• **Aim of the task**
Set out the listing word for word. End with the line that contains "Annotate the page".

• **Exercise input**
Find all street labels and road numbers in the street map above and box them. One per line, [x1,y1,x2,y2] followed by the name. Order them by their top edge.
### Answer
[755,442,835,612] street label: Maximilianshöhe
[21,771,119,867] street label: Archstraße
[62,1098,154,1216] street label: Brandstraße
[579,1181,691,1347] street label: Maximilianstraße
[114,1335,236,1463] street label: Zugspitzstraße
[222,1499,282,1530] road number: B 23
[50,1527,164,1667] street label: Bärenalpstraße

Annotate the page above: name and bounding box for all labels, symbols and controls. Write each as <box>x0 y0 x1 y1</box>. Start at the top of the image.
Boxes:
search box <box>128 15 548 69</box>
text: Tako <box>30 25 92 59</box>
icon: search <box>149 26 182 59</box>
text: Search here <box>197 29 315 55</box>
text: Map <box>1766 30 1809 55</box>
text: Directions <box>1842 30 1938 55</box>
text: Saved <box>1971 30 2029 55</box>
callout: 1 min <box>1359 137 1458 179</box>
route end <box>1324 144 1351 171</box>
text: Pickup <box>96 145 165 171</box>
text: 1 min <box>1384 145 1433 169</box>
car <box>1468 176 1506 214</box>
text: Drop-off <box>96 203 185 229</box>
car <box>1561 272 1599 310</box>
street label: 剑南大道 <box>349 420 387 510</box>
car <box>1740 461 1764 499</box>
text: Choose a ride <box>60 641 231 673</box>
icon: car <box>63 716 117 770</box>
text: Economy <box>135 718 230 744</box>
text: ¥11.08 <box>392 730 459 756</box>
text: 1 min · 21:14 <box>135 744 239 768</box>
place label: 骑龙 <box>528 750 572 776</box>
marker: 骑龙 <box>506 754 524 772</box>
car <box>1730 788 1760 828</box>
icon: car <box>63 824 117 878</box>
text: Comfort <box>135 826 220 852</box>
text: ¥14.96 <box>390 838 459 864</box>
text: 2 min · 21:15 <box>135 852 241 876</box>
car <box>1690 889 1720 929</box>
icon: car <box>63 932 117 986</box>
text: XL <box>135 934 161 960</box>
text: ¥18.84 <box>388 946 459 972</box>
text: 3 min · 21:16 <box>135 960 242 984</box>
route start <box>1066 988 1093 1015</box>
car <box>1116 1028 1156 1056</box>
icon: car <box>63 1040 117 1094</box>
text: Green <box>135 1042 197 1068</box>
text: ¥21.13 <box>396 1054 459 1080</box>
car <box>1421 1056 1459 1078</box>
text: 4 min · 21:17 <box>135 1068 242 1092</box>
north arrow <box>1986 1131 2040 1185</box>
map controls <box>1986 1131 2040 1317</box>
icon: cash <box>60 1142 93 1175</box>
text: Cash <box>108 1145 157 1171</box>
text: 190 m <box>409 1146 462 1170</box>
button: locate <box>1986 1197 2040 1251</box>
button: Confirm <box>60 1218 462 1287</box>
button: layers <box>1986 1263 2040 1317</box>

• **Answer to the exercise**
Find all street labels and road numbers in the street map above and box them. One per line, [x1,y1,x2,y2] followed by the name. Order them by their top edge.
### Answer
[755,442,835,612] street label: Maximilianshöhe
[21,771,119,867] street label: Archstraße
[62,1098,154,1216] street label: Brandstraße
[579,1181,691,1347] street label: Maximilianstraße
[114,1335,236,1463] street label: Zugspitzstraße
[222,1499,282,1530] road number: B 23
[50,1527,164,1667] street label: Bärenalpstraße

Annotate the page above: name and bounding box for all labels, symbols and controls. Write each as <box>x0 y0 x1 y1</box>. Start at the top of the image.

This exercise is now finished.